→ Problem statement:
Report back every line below that carries the word "grid".

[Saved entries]
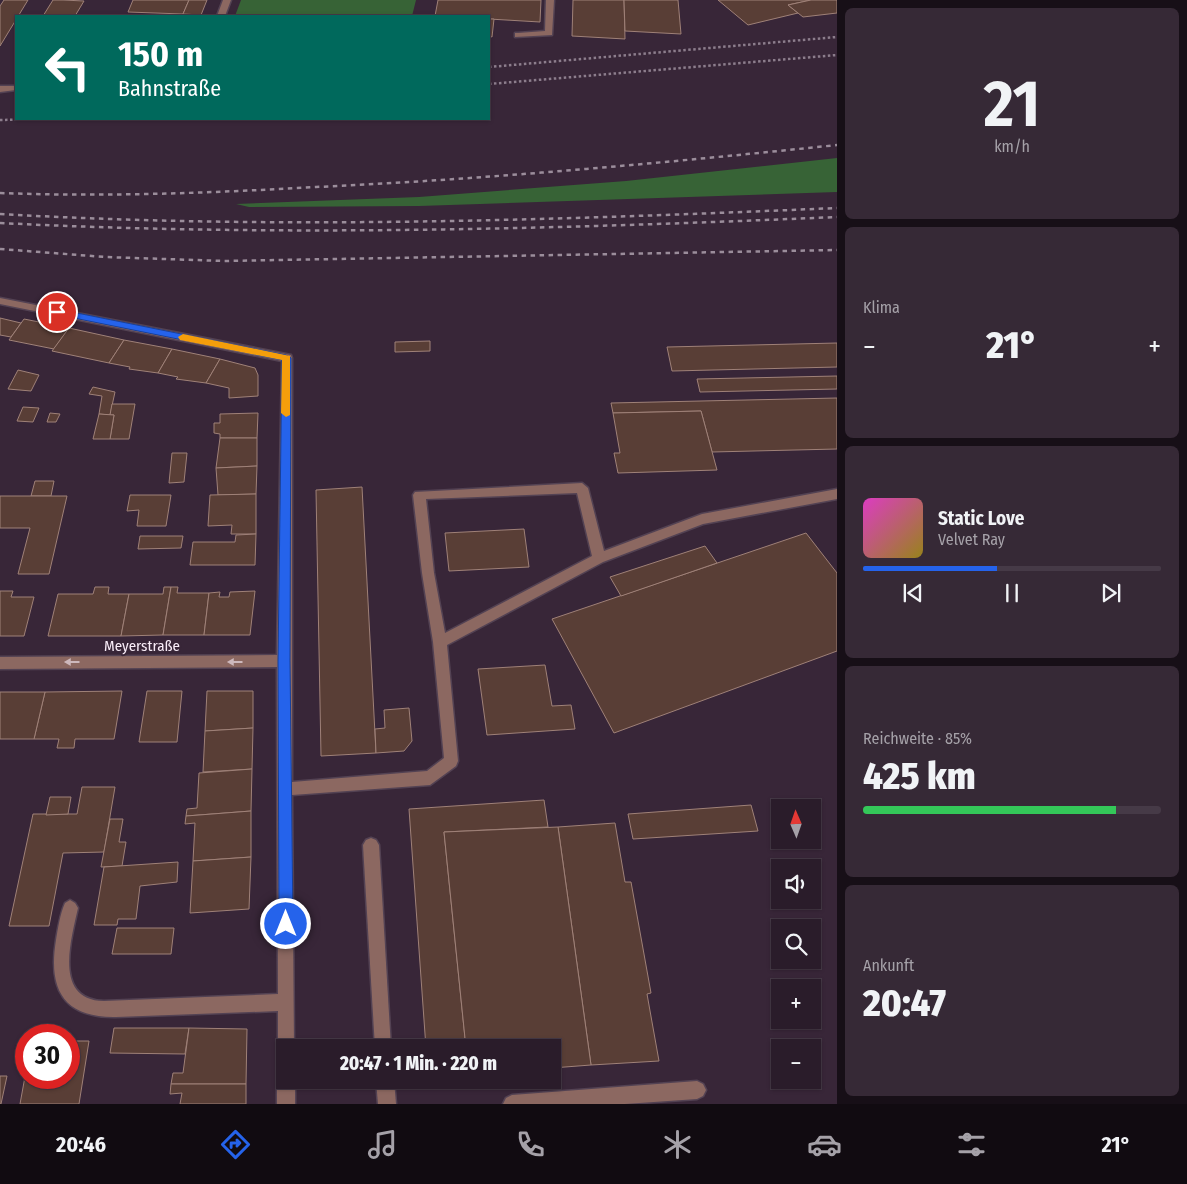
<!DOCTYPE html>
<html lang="de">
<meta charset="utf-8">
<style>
body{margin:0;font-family:"Fira Sans Condensed",sans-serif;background:#362936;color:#f1f3f6;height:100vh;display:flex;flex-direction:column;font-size:19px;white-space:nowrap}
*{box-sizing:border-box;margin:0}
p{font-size:16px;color:#a5a1a8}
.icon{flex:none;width:28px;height:28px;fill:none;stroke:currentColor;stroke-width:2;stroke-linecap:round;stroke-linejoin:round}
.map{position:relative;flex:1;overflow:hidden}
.details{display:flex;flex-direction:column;gap:8px;padding:8px;background:#170f17;width:350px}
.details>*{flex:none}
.guide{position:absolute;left:15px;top:15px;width:475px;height:105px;border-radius:0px;box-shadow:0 1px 4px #0004,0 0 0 1px #463a47;background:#00695c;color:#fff;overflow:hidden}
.needle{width:32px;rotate:358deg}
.buttons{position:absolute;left:771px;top:799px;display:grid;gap:10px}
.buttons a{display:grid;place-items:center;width:50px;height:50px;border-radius:0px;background:#2a1c2a;box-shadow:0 1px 4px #0004,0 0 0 1px #463a47;font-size:25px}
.speed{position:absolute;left:15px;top:1024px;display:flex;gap:10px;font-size:25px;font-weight:700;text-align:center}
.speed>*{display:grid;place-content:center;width:65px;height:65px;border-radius:50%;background:#2a1c2a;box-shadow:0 1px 4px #0004,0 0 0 1px #463a47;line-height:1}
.speed .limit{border:8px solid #d22;background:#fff;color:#111}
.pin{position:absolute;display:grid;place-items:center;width:42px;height:42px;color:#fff;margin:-21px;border:2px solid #fff;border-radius:50%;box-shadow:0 1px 5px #0007}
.me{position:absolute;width:55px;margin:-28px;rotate:0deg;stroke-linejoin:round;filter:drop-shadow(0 0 4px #0008)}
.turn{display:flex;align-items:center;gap:18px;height:105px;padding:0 20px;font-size:22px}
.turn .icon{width:65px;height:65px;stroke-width:2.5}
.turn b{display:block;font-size:35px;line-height:42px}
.big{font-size:38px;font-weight:800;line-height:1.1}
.details .widget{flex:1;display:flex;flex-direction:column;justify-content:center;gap:8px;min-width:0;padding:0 18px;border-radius:8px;background:#362936}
.details .dial{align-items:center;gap:0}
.dial b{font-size:65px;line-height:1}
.song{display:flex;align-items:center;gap:15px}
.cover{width:60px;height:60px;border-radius:8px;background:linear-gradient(135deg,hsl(310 70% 55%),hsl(50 70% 35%))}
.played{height:5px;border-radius:2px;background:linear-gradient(90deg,#2563eb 45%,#463a47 45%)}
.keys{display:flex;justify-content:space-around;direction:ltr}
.heat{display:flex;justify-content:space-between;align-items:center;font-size:28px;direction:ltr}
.charge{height:8px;border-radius:4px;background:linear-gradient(90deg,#34c759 85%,#463a47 0)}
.trip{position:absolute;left:276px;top:1039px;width:285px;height:50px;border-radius:0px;background:#2a1c2a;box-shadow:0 1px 4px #0004,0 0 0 1px #463a47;font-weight:800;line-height:50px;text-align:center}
.dock{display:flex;height:80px;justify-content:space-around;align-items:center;background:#110b11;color:#a5a1a8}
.dock .icon{width:35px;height:35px}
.dock .on{color:#2563eb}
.dock b{font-size:22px;color:#f1f3f6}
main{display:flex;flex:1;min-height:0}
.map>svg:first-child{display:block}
.green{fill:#376336}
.building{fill:#593e36;stroke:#9f8178}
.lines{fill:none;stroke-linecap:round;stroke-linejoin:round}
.minor-casing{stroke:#534253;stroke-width:3}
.path{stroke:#8c7d8c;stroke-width:2.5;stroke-dasharray:2.5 2.5;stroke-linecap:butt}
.minor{fill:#8c6861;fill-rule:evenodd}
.rail{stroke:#9b8d9b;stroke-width:2.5;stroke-dasharray:4.5 4.5;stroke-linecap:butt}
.oneway{fill:#cdb8bc}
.route{fill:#2563eb;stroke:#184099}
.slow{fill:#f59e0b}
.labels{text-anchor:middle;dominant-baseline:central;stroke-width:4;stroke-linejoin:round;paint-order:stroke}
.street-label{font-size:15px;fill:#f9edf8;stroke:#382638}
</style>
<main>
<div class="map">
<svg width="837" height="1104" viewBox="0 0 837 1104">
<rect width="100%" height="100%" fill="#382638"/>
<!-- green -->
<g class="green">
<path d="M241 0H416L412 16H235Z"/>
<path d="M837 158V192L419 206 249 207 236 204 419 197 626 181Z"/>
</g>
<!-- building -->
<g class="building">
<path d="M4 0H28L0 46V6Z"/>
<path d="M53 0H63L84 1 75 16H43Z"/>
<path d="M133 0H189L183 14 128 12Z"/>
<path d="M189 0H207L201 15 183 14Z"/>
<path d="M438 0H541L540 22 489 19V16H435Z"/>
<path d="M573 0H624L625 39 572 36Z"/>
<path d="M624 0H678L681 34 625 31Z"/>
<path d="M718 0H811L788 5 798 13 748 25Z"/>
<path d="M811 0H837V13L803 17 788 5Z"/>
<path d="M489 19H494L492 37 489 36Z"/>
<path d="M0 318 21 323 11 337 0 335Z"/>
<path d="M24 319 69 328 54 349 9 340Z"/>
<path d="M69 328 124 340 109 363 52 351Z"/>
<path d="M124 340 172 349 158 373 129 369 130 367 109 363Z"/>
<path d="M430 341V351L395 352V342Z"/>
<path d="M837 343V367L672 371 667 347Z"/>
<path d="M172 349 220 359 206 383 176 379 178 377 158 373Z"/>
<path d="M220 359 255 368 258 375V396L229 398V388L206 383Z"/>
<path d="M18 370 39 375 31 391 8 389Z"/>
<path d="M837 376V389L700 392 697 379Z"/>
<path d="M93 387 115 392 110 415 99 414 102 396 89 394Z"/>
<path d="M837 398V449L712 452 701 411 613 413 611 403Z"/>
<path d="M112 404H135L129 439H110L114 415H110Z"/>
<path d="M23 407 39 408 33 422 17 421Z"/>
<path d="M701 411 717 470 618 473 614 453H620L613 413Z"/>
<path d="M50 413 60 414 56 422H47Z"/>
<path d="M258 413 257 438H220V434L214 433V423H220V414Z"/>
<path d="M99 414 114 415 110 439H93Z"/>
<path d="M220 438H257V466L216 468Z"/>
<path d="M172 453H187L184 482 169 483Z"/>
<path d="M257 466 256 494 218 495 216 468Z"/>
<path d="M35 481H54L51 496H31Z"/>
<path d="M362 487 376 753 321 756 316 490Z"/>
<path d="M256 494V534H231L232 525 208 526 210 495Z"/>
<path d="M130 495H171L166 526H137L139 510 127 511Z"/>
<path d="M0 496H67L49 574H18L30 528H0Z"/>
<path d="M524 529 529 567 449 571 445 533Z"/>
<path d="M806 533 837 573V651L614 733 552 619Z"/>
<path d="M256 534 255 565H190L193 542H235L236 535Z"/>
<path d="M140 536H183L181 548 138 549Z"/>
<path d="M705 546 717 563 621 596 610 577Z"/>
<path d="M95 587H109L108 594H129L121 636H48L58 594H93Z"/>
<path d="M164 587H171L163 635 121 636 129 594H163Z"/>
<path d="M171 587H178L177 593H209L204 635H163Z"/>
<path d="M0 591H13L11 597H34L24 636H0Z"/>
<path d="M255 591 250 635H204L209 593 220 592 219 597H229L230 592Z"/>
<path d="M545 665 552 706 571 705 575 729 487 735 478 669Z"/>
<path d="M122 691 114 739H75L74 748H57L59 739H34L45 692Z"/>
<path d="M147 691H182L177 742H139Z"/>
<path d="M207 691H253V728L205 731Z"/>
<path d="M0 692H45L34 739H0Z"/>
<path d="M409 708 412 741 404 751 376 753 375 729 385 728 384 710Z"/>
<path d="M253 728 252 769 203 772 205 731Z"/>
<path d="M252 769 251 811 186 816 187 809 197 808 199 773Z"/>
<path d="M82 787H115L104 852 63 853 49 926H9L33 814H77Z"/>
<path d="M50 797H71L68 814 46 815Z"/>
<path d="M544 800 548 827 444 832 466 1048H426L409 809Z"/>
<path d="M751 805 758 831 633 839 628 814Z"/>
<path d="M251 811V857L193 861 195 823 185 824 186 816Z"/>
<path d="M110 819H123L119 842H126L122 866 101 867Z"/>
<path d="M615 823 625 882H631L651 993 647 994 659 1061 591 1065 558 827Z"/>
<path d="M558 827 591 1065 552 1068V1048H466L444 832Z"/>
<path d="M251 857 249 909 190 913 193 861Z"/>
<path d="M178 862 177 882 140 886 136 919H118L117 925H94L104 867Z"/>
<path d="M117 928H174L171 954H112Z"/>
<path d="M114 1028H189L185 1054 110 1053Z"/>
<path d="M189 1028 247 1029 246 1084H171L173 1073H183Z"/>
<path d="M69 1041H89L79 1104H20L26 1071V1078H69Z"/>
<path d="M0 1076H7L1 1104H0Z"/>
<path d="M171 1084H246V1104H180L182 1093 170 1094Z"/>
</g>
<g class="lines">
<!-- minor casing -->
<g class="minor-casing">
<g id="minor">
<path d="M223 0H231L225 16H217Z"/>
<path d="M546 0H554L552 35 515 37V33H518L545 31Z"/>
<path d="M0 86H16V90L0 92Z"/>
<path d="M0 298 291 355 292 358V782L427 771 444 758 433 642 422 573 413 495 415 492 582 483 588 488 604 551 702 514 837 489V499L703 524 603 562 447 645 458 761 456 766 430 785 292 795 294 1048H285V1056L280 1054 278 1048V1011L116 1017C63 1018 48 989 56 940 58 928 60 914 65 903L70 900 75 903 78 908C71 940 53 1000 104 1001L278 994 277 667 0 669V657L277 655 282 361 0 304ZM577 493 592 556 445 633 434 573 426 499Z"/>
<path d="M371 838 376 840 379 845 391 1048H375L363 845 366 840Z"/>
<path d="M285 1072V1080H295V1104H277V1080L280 1074Z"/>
<path d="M376 1080H394L396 1104H378Z"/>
<path d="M697 1081 703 1084 706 1090 703 1096 697 1099 625 1104H503L506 1098 512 1095Z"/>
</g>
</g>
<!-- path -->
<g class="path">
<path d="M489 67 837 37"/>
<path d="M489 84 837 55"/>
<path d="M0 120 52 119"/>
</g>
<!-- minor -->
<use href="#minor" class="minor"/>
<!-- rail -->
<g class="rail">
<path d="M0 193C106 197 210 193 316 187 490 179 663 163 837 145"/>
<path d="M0 214C279 230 558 220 837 208"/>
<path d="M0 223C279 237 558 229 837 217"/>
<path d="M0 249 105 257 224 261 837 250"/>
</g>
</g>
<!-- one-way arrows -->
<defs><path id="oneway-solid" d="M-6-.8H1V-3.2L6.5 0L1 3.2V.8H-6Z" transform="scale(1.25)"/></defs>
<g class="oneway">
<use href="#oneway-solid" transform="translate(72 662) rotate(180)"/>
<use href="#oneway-solid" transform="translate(235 662) rotate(180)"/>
</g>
<!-- route -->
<path class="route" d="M57 309 286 355 291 358 290 661 293 924 291 929 286 932 281 929 279 924 278 661 282 360 54 314V310Z"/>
<!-- slow -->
<path class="slow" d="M183 334 290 356V415L286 417 281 413 282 360 180 340 178 337Z"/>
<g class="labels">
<!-- street labels -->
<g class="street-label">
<text x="142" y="646">Meyerstraße</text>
</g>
</g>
</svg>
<div class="buttons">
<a><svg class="needle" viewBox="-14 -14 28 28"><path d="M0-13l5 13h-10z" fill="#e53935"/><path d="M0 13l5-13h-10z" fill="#a5a1a8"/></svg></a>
<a><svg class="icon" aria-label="sound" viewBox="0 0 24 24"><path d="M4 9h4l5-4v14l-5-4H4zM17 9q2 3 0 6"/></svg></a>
<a><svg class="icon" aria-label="search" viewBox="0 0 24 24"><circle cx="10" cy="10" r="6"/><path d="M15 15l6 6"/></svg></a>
<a>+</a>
<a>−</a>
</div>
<div class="speed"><div class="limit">30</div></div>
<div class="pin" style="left:57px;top:312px;background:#d93025"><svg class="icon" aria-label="arrive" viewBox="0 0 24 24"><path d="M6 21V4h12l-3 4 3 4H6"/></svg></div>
<svg class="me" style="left:286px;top:924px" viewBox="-20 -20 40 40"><circle r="17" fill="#2563eb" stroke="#fff" stroke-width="3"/><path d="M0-11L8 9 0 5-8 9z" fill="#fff"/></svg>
<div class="trip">20:47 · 1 Min. · 220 m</div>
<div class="guide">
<div class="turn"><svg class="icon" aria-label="left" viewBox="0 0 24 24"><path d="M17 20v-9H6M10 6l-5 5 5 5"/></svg><div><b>150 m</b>Bahnstraße</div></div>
</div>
</div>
<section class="details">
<div class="widget dial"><b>21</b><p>km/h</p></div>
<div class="widget"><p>Klima</p>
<div class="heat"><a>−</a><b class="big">21°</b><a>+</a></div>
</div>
<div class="widget">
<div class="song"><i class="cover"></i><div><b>Static Love</b><p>Velvet Ray</p></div></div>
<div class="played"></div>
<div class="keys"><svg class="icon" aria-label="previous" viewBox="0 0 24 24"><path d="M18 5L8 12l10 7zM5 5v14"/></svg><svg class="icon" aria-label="pause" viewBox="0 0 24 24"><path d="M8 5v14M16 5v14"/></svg><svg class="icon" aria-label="next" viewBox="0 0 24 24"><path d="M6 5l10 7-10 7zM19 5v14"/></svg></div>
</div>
<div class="widget"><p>Reichweite · 85%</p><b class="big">425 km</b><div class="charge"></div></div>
<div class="widget"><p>Ankunft</p><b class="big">20:47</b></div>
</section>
</main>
<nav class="dock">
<b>20:46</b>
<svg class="icon on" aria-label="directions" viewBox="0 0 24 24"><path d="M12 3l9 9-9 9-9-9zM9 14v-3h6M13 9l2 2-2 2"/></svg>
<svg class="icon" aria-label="music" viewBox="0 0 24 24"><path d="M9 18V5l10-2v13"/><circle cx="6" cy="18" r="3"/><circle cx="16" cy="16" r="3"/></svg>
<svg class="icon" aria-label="phone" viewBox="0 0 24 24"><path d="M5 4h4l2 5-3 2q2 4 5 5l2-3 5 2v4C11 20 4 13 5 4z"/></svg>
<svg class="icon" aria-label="climate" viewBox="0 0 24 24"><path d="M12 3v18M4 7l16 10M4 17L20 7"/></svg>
<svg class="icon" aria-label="car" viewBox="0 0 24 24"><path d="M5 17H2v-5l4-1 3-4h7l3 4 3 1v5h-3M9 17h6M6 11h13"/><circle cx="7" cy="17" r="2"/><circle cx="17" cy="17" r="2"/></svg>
<svg class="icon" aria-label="filters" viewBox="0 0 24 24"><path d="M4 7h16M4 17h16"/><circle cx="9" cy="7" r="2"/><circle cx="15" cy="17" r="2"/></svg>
<b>21°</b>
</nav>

→ Result of the exercise:
.buttons{position:absolute;left:771px;top:799px;display:grid;gap:10px}
.buttons a{display:grid;place-items:center;width:50px;height:50px;border-radius:0px;background:#2a1c2a;box-shadow:0 1px 4px #0004,0 0 0 1px #463a47;font-size:25px}
.speed>*{display:grid;place-content:center;width:65px;height:65px;border-radius:50%;background:#2a1c2a;box-shadow:0 1px 4px #0004,0 0 0 1px #463a47;line-height:1}
.pin{position:absolute;display:grid;place-items:center;width:42px;height:42px;color:#fff;margin:-21px;border:2px solid #fff;border-radius:50%;box-shadow:0 1px 5px #0007}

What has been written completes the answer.